After the subprime-mortgage mania of the 2000s ended in a global disaster, the U.S. government took steps to improve the way it manages the financial system. Now, a boom in a different market — call it subprime corporate debt — is demonstrating how much remains to be done.
The credit cycle follows a familiar pattern. After a crisis, lenders and investors are cautious. For a while. Eventually, their attention slackens as they take on bigger risks in their quest for better returns. This makes it easier for borrowers to get overextended, paving the way for the next crash. The more excessive the debt, the greater the potential economic damage.
The U.S. is back in risk-taking mode. This time around, the problem is corporate debt, not mortgages — specifically, so-called leveraged loans. These are loans extended to firms that already have a lot of debt or a poor credit rating. It’s another kind of subprime financing, often used in corporate buyouts. Borrowers have ranged from Sears Roebuck to Mohawk Bingo Palace. As of December, an estimated $1.15 trillion of such loans were outstanding, more than twice as much as on the eve of the 2008 crisis.
The boom bears striking similarities to the mortgage frenzy that preceded it. Instead of holding the debt, lenders sell it to be repackaged into so-called collateralized loan obligations, which — by allocating income into tranches with different levels of risk and return — transform a large chunk into triple-A-rated securities. Investor demand for these securities is so strong that it has pushed lenders to lower standards. They’ve largely stopped including loan covenants that, for example, require borrowers to avoid taking on too much debt or generate ample cash for interest payments.
Also, judging from the ratio of debt to cash flow, the borrowers’ finances are shakier than ever:
The result is a financial vulnerability that could sharply accelerate any economic downturn. If a spike in defaults caused investors to flee and lenders to pull back, otherwise healthy companies could find themselves unable to refinance their debts, forcing them to lay off workers or even go bust. If the resulting losses crystallize in institutions central to the financial system, the repercussions could be still greater.
Some analysts and officials say not to worry. CLOs performed relatively well during the last crisis, they point out, and are designed in ways that make them less vulnerable than their mortgage-backed counterparts of the 2000s. Loans to different companies in different parts of the country are unlikely to all go bad at once, and the risk is spread widely among investors rather than concentrated in the banks.

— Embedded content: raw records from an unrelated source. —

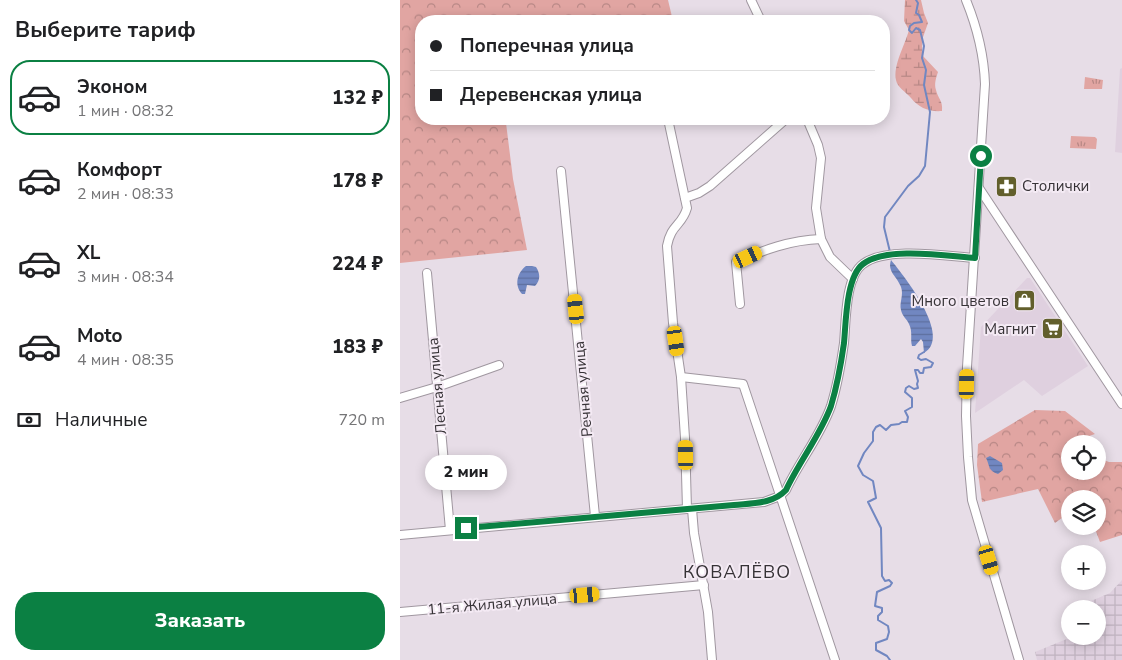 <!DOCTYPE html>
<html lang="ru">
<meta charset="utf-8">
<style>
body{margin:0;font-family:"Nunito Sans",sans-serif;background:#f6f6f6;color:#202124;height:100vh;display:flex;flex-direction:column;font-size:19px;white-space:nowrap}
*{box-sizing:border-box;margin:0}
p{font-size:16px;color:#757577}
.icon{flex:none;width:28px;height:28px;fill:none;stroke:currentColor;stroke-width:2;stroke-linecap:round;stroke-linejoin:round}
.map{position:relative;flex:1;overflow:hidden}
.sheet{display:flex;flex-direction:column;background:#fff;width:400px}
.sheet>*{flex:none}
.hud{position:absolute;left:15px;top:15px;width:475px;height:110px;border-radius:20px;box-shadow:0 2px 12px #0003;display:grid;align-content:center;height:110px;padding:0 15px;background:#fff}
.buttons{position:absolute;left:661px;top:435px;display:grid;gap:10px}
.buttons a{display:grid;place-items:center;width:45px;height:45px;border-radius:50%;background:#fff;box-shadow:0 2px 12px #0003;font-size:25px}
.end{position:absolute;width:22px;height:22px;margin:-11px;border:6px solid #0b8043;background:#fff;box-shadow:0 0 0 2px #fff}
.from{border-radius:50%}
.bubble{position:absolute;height:35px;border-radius:18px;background:#fff;box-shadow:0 2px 12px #0003;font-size:16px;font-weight:800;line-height:35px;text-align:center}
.car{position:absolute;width:15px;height:30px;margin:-15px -8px;border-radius:6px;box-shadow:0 0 4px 1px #0007;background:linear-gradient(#f5c518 24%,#345 0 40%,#f5c518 0 76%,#345 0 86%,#f5c518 0)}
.hud b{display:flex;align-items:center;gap:18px;height:48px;font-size:19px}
.hud b+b{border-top:1px solid #e0e0e0}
.hud i{width:12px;height:12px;background:#202124}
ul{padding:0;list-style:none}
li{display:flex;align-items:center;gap:15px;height:75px;margin:0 10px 8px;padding:0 5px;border:2px solid transparent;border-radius:20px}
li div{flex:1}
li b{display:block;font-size:19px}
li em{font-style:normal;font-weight:800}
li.on{border-color:#0b8043}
li>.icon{width:45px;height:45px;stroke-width:1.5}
h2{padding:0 15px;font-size:22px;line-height:60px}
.pay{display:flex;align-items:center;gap:12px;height:55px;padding:0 15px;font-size:19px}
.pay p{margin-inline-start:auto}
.cta{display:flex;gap:10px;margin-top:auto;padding:10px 15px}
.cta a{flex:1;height:58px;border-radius:20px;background:#0b8043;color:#fff;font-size:20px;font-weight:800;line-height:58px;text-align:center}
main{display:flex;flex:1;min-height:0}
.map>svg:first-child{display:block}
.built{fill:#dfd0df}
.industrial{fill:url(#industrial-grid)}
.forest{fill:url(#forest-crowns)}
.wetland{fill:url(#wetland-marsh)}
.park{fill:url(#park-tufts)}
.water{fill:url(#water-rules)}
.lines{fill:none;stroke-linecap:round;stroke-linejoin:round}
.stream{stroke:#7187c1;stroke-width:2}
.minor-casing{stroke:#a097a0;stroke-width:10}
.minor{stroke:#fff;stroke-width:8}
.route{stroke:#0b8043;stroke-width:6}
.labels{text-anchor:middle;stroke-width:4;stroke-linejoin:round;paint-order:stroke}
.poi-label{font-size:15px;fill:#363236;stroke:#f4eaf4;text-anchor:end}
.street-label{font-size:15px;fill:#363236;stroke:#f4eaf4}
.quarter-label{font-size:18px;letter-spacing:1px;fill:#363236;stroke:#f4eaf4}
</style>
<main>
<section class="sheet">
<h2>Выберите тариф</h2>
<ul>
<li class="on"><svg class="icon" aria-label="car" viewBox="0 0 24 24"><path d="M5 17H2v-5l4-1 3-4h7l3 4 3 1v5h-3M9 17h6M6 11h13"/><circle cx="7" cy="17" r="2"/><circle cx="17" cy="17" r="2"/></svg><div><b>Эконом</b><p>1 мин · 08:32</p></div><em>132 ₽</em></li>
<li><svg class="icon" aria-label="car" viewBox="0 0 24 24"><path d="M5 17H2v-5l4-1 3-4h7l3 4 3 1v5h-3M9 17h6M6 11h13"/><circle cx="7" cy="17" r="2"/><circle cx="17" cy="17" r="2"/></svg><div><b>Комфорт</b><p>2 мин · 08:33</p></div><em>178 ₽</em></li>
<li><svg class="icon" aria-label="car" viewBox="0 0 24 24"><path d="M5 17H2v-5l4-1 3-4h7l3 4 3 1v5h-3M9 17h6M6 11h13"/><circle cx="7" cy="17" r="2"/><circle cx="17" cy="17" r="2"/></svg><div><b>XL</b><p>3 мин · 08:34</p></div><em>224 ₽</em></li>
<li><svg class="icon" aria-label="car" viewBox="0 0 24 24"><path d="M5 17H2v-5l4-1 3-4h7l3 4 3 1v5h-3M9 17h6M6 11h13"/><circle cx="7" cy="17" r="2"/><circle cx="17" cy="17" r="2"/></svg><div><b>Moto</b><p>4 мин · 08:35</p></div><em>183 ₽</em></li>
</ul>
<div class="pay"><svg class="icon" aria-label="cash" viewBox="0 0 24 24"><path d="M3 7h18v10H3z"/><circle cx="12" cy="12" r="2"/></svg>Наличные<p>720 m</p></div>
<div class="cta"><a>Заказать</a></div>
</section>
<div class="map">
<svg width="722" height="660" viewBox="0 0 722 660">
<defs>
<pattern id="industrial-grid" width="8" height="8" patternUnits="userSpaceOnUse" patternTransform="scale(1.25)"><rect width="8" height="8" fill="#dfd0df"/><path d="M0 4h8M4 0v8" fill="none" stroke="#c0b3c0"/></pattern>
<pattern id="forest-crowns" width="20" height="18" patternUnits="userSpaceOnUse" patternTransform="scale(1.25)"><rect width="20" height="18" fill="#e1a5a2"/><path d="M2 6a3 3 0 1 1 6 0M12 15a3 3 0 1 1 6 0" fill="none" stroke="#b78785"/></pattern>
<pattern id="wetland-marsh" width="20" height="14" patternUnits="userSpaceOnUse" patternTransform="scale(1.25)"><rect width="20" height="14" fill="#e1a5a2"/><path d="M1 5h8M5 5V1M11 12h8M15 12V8" fill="none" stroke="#b78785"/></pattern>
<pattern id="park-tufts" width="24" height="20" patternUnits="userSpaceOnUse" patternTransform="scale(1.25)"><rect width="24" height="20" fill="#e1a5a2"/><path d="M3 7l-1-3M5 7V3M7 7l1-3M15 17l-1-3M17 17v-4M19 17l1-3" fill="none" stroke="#b78785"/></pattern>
<pattern id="water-rules" width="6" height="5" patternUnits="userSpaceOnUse" patternTransform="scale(1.25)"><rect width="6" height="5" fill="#7187c1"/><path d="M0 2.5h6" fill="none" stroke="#5e6f9e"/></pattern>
</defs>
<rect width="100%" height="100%" fill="#e7dde7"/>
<g class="built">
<path d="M 722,68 L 722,153 L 715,152 L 720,69 Z"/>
<path d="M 627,278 L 630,278 L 688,366 L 642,396 L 624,380 L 575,413 L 581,327 Z"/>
</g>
<path class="industrial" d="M 722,580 L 722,660 L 637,660 L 635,652 L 674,636 L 698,636 L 698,609 L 680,609 L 679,606 L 710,593 Z"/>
<g class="forest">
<path d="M 0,0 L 268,0 L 273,21 L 21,21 L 21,119 L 116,119 L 106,123 L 113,179 L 127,250 L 0,263 Z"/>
<path d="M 635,410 L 665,411 L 695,434 L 677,440 L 676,444 L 670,444 L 670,471 L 698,471 L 698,458 L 709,462 L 722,462 L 722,535 L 700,542 L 694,526 L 698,526 L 698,499 L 670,499 L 670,512 L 655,523 L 638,489 L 582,502 L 577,465 L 578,444 Z"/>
</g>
<path class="wetland" d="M 505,0 L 521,0 L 524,13 L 528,23 L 522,40 L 522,55 L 538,72 C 536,78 534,84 536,90 C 538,99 543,100 542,111 C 529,112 519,108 511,98 C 506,92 497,87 496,80 C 493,65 505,45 509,30 L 504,21 Z"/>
<g class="park">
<path d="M 685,77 L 703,80 L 702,89 L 684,89 Z"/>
<path d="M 671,136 L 695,137 L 697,139 L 696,149 L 670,148 Z"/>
</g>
<g class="water">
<path d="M 491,260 C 504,276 553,337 524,353 L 523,342 L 521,339 L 515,346 L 512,346 C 510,339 513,332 509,324 C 507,319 502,316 501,310 C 499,303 504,295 501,287 C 497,276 487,272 491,260 Z"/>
<path d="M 126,266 L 132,266 L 136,267 C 140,273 141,280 135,286 L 127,285 L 125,294 L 122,294 C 114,285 117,273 126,266 Z"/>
<path d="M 590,456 L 602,463 L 603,470 L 598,474 C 588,471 590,466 586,458 Z"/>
</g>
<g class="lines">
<g class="stream">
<path d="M 490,252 L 484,227 L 485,217 L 508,186 L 519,176 L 525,166 L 530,112 L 524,85 L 526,70 L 522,58 L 524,46 L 520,30 L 516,28 L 512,33 L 509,30 L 510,26 L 514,23 L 522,22 L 519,15 L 516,13 L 518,3 L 516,0"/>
<path d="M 490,660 L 487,656 L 476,650 L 476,643 L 487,639 L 489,632 L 488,626 L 478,620 L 478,616 L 482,612 L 482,608 L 475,606 L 477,592 L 490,586 L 492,583 L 489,580 L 485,581 L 482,576 L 481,528 L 468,502 L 476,498 L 473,481 L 463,475 L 458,466 L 464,453 L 473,441 L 473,432 L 476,427 L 480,425 L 486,430 L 491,425 L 499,424 L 502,422 L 507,422 L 508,417 L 505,411 L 512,407 L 512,398 L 505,392 L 506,388 L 509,386 L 514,389 L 518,388 L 517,384 L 518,381 L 515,370 L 518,370 L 520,373 L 523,373 L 524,368 L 531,367 L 533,363 L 526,359 L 521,360 L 518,358 L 519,355 L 524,352"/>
</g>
<defs>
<g id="minor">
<path d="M 351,0 L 361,21"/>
<path d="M 566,0 C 577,27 584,55 585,84 L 567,367 L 566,416 L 568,457 L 572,500 L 619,660"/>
<path d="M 268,119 L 287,208 C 282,226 271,224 267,246 L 273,323 L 281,377 L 285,438 L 287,509"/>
<path d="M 407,119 L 418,145 L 421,158 L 416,208 L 421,239 L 430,257 L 453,279"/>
<path d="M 161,171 L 195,516"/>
<path d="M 579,188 L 722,404"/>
<path d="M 285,198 L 299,193 L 310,186 L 386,119"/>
<path d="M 27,273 L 50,530"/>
<path d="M 340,304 L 336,262 C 364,250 390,240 421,239"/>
<path d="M 281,377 L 343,384 L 435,660"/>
<path d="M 0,398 L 37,387 L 99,365"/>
<path d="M 292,509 L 294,533 L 308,612 L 312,660"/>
<path d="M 0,535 L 364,502 L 380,496 L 386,490 C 399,462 421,435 431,406 C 437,387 441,364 444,343 C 446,322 445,277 463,264 C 486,246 546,256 575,258"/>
<path d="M 0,612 L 304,585"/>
</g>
</defs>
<use href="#minor" class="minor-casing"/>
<use href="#minor" class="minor"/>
</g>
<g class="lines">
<path class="route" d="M 66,528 L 334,505 C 353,503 373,504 386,490 C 399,462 421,434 431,406 C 437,386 441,364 444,343 C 446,322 446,277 463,264 C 486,246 547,256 575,258 L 581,156"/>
</g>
<defs>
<symbol id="pharmacy-square" viewBox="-11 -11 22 22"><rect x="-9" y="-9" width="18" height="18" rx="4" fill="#625f2c" stroke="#f4eaf4"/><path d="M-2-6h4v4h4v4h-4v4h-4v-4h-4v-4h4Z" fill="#fff"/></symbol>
<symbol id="shop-square" viewBox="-11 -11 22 22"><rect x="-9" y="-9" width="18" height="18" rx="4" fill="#625f2c" stroke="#f4eaf4"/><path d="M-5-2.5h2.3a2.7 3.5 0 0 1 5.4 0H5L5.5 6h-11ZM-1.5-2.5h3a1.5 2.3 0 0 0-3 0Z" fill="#fff"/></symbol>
<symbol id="supermarket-square" viewBox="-11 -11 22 22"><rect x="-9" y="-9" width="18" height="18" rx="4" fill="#625f2c" stroke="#f4eaf4"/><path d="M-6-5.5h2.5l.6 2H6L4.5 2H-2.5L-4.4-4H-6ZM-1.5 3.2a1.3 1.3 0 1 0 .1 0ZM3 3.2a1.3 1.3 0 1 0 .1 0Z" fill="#fff"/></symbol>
</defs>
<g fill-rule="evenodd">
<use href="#pharmacy-square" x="594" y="174" width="25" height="25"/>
<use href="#shop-square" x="612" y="288" width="25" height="25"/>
<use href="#supermarket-square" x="640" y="316" width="25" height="25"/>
</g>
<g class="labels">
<g class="poi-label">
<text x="622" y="191" text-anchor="start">Столички</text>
<text x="609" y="306">Много цветов</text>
<text x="636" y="334">Магнит</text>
</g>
<g class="street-label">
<text transform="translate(37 386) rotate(-95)" y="5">Лесная улица</text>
<text transform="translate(183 389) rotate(-95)" y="5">Речная улица</text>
<text transform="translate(92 604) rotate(-5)" y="5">11-я Жилая улица</text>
</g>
<g class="quarter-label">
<text x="337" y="578">КОВАЛЁВО</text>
</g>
</g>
</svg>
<div class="buttons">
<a><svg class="icon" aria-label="locate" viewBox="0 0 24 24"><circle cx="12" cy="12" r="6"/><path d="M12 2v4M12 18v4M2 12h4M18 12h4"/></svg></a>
<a><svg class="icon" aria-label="layers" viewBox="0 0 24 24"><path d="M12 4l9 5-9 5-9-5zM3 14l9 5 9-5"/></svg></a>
<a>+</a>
<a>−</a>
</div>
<i class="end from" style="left:581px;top:156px"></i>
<i class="end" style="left:66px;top:528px"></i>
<div class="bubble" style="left:25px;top:455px;width:82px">2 мин</div>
<i class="car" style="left:348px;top:257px;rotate:65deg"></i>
<i class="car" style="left:176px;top:309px;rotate:354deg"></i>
<i class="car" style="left:276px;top:341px;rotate:172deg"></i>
<i class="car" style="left:567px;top:384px;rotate:1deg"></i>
<i class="car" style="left:286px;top:455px;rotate:359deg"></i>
<i class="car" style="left:589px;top:560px;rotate:163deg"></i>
<i class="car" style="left:185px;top:595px;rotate:85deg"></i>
<div class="hud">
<b><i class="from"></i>Поперечная улица</b>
<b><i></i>Деревенская улица</b>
</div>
</div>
</main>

Similar assurances have proven spectacularly wrong in the past.
What, then, is the government supposed to do? It can’t turn off the credit cycle. That said, it has already done a lot to encourage excessive borrowing, and far too little to ensure that the inevitable losses don’t present a systemic threat. Some remedies:
Stop subsidizing debt. The tax code treats most interest payments as a deductible expense, giving companies a big incentive to finance themselves with debt rather than with loss-absorbing equity. This all but guarantees that they will get over-levered, and hence will be more likely to fail.
Prepare banks for the unexpected. Congress empowered the Federal Reserve to make them raise more equity capital when times are good, so they’ll be better equipped to handle losses in bad times. So far, it hasn’t used this countercyclical tool.

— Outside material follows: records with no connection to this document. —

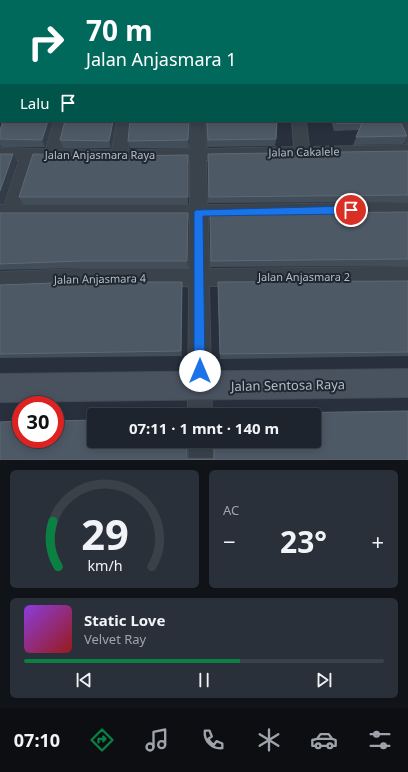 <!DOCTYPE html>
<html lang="id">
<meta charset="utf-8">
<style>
body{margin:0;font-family:"Noto Sans",sans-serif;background:#2a3039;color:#f1f3f6;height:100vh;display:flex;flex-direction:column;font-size:15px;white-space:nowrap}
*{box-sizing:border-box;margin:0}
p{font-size:13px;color:#a0a4aa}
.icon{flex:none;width:22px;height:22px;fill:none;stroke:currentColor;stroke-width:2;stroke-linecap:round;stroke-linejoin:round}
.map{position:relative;height:460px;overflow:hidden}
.drawer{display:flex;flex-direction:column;gap:10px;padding:10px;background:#101419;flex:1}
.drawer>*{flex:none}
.hud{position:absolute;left:0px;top:0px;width:408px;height:122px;box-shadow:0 2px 10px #0003,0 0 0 1px #3b4149;background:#00695c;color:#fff;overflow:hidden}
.speed{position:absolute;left:12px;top:396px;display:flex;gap:8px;font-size:20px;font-weight:700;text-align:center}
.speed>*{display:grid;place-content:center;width:52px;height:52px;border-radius:50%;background:#1d242d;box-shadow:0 2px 10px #0003,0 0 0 1px #3b4149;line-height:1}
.speed .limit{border:6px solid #d22;background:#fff;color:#111}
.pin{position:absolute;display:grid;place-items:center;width:34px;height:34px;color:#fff;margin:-17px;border:2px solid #fff;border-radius:50%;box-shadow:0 1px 4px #0007}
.me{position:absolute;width:44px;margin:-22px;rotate:0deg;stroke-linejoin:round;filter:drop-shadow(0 0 3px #0008)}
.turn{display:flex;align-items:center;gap:14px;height:84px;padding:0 20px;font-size:18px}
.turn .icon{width:52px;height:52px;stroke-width:2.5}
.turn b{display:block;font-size:28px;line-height:34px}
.then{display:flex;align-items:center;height:38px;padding:0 20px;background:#0003;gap:8px;font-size:15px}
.big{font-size:30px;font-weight:700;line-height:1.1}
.drawer .tile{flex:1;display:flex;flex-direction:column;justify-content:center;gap:6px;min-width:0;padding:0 14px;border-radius:6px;background:#2a3039}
.drawer .dial{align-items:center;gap:0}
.dial svg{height:104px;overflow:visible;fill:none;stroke:#3b4149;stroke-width:7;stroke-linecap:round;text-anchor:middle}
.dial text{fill:#f1f3f6;stroke:none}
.song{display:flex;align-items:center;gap:12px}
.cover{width:48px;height:48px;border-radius:6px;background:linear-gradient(135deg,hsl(270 70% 55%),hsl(0 70% 35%))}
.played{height:4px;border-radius:2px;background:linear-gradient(90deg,#0b8043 60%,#3b4149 60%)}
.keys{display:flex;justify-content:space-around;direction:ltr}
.heat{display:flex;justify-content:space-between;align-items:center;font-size:22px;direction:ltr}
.drawer .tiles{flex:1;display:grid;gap:10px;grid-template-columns:1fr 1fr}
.tile:last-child{grid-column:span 2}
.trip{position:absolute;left:87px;top:408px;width:234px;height:40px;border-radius:4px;background:#1d242d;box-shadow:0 2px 10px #0003,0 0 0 1px #3b4149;font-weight:700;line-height:40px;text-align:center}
.dock{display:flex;height:64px;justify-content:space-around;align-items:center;background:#0c0e12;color:#a0a4aa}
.dock .icon{width:28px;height:28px}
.dock .current{color:#0b8043}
.dock b{font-size:18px;color:#f1f3f6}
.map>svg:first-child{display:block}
</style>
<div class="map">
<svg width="408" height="460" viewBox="0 0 408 460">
<rect width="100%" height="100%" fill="#27303c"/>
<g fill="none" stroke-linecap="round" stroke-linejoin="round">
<defs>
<g id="street">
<polygon points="1,100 1,113 0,113 0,101"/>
<polygon points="407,119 408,120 408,143 403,142 394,121 407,121"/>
<path d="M54,121h14l-7,28 51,1 5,-29h14l-3,29 62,-1 1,-28h14l1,28 88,-2 -2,-26h14l3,26 99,-2v12l-202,3 1,45 201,-2v14l-200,2 1,50 199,-2v18l-199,1 3,129h-24l1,-129 -107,1 -82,3v-18l82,-3h107l1,-50h-190v-14h4l15,-45h-19v-12l46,1zM35,160l84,2 71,-1v44h-169z"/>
<rect x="189" y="441" width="24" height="19"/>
</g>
<polygon id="secondary" points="408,369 408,397 0,402 0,374"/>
</defs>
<use href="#street" stroke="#434b55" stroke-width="2"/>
<use href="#secondary" stroke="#434b55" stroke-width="2"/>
<use href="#street" fill="#3a424c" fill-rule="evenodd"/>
<use href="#secondary" fill="#49525f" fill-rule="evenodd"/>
</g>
<g fill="#424d5a">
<polygon points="0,0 408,0 408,118 407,118 407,1 1,1 1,96 0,95"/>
<polygon points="53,121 45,147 1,147 0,145 0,130"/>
<polygon points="65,121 116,121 111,148 63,148 60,140"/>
<polygon points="130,121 190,121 189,148 130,148 128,141"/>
<polygon points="206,121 277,121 276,139 275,146 207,147"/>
<polygon points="331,121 400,121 407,136 403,144 353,145 359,130 334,131"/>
<polygon points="408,151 408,202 208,203 208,154"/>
<polygon points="188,163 188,204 23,204 19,197"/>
<polygon points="408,212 408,266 210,267 210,220"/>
<polygon points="0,213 188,220 188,268 82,268 0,270"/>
<polygon points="408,281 408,356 220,359 218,282"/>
<polygon points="182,282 182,356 0,358 0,285"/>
</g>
<g fill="#323d49">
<polygon points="48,121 53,121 45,147 42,140"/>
<polygon points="113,121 116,121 111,148 109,141"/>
<polygon points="189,121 190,121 189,148 188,140"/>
<polygon points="13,154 17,162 3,204 0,204 0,191"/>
<polygon points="188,213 188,268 187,261"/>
<polygon points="182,282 182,356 181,351"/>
</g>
<g fill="#4e5966" stroke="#5e6975">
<polygon points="0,0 408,0 408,112 407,112 407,1 1,1 1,89 0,89"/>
<polygon points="3,121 48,121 42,140 0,139 0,130"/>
<polygon points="65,121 113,121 109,141 60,140"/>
<polygon points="130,121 189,121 188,140 128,141"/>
<polygon points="207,121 277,121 276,139 208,140"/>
<polygon points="335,121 400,121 407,136 356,137 362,123 336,123"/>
<polygon points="408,151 408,195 209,197 208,154"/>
<polygon points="0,154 13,154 0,191"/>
<polygon points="33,154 117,156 188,155 188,197 19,197"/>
<polygon points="408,212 408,259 211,261 210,214"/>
<polygon points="0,213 188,213 187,261 79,261 0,264"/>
<polygon points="408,281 408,352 220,354 218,282"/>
<polygon points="79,282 182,282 181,351 0,354 0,285"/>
<polygon points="408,411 408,460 0,460 0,422 21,421 21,439 55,439 55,421 94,420 94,441 187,441 187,459 214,459 214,441 314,441 314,415 216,415 216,414"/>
</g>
<polygon fill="#1a73e8" stroke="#114b97" points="351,206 356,210 351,214 203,216 205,371 204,375 200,377 196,375 194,371 194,212 196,210"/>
<g text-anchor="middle" stroke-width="4" stroke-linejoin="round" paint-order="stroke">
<g font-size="11" fill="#b6bdc7" stroke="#1f2731">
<text transform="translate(304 152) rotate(-1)" y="4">Jalan Cakalele</text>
<text x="100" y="159">Jalan Anjasmara Raya</text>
<text x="304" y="281">Jalan Anjasmara 2</text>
<text transform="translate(100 279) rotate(-1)" y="4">Jalan Anjasmara 4</text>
</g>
<g font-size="13" fill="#b6bdc7" stroke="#1f2731">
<text transform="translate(288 385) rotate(-1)" y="5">Jalan Sentosa Raya</text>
</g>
</g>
</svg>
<div class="speed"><div class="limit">30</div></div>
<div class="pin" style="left:351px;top:210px;background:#d93025"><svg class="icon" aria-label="arrive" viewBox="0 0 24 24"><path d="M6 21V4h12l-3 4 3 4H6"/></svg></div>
<svg class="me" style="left:200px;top:371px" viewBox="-20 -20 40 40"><circle r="19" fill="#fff"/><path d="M0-13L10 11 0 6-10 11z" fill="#1a73e8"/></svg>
<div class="trip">07:11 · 1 mnt · 140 m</div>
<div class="hud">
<div class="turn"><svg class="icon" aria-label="right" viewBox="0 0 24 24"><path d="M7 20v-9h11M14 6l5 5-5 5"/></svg><div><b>70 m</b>Jalan Anjasmara 1</div></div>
<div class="then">Lalu<svg class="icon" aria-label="arrive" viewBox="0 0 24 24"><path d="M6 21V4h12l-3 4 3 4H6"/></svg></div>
</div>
</div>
<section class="drawer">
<div class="tiles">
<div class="tile dial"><svg viewBox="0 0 100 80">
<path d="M14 69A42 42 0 1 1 86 69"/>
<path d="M14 69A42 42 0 0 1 10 34" stroke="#0b8043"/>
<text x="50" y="56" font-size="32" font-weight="700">29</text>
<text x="50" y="72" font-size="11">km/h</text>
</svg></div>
<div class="tile"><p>AC</p>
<div class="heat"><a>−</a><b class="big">23°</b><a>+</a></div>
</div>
<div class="tile">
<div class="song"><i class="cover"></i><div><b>Static Love</b><p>Velvet Ray</p></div></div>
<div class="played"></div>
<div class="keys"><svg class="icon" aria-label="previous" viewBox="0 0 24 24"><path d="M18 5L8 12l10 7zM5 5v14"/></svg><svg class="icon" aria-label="pause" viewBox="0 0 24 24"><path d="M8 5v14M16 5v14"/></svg><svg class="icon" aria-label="next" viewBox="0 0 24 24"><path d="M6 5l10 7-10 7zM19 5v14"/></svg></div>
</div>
</div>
</section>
<nav class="dock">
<b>07:10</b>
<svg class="icon current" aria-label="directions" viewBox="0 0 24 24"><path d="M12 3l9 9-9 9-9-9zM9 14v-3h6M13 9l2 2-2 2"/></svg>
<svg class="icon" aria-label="music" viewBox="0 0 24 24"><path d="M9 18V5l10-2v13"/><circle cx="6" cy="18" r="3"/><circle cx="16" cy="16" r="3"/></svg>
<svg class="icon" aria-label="phone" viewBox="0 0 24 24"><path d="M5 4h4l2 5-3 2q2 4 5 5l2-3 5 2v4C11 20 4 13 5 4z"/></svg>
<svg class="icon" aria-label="climate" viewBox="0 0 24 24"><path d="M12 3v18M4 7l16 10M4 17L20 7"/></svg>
<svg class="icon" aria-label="car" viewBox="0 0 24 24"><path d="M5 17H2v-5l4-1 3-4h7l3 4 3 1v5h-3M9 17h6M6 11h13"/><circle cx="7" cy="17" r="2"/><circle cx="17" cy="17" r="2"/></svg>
<svg class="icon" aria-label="filters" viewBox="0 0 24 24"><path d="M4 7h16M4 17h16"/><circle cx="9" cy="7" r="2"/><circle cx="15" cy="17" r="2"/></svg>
</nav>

Watch the whole system. Congress created the Financial Stability Oversight Council to monitor and address risks arising outside banks. Yet the Trump administration has weakened the FSOC’s oversight of nonbank institutions, saying it wants to focus on activities instead. If it’s serious, now would be the time to examine leveraged lending for a better sense of where the risk is concentrated and how to mitigate it.
The boom in subprime corporate lending probably doesn’t pose the danger that subprime mortgages did — not yet, anyway. Before much longer, though, it could. There’s plenty the government, the Fed and Congress can do to ensure it doesn’t happen.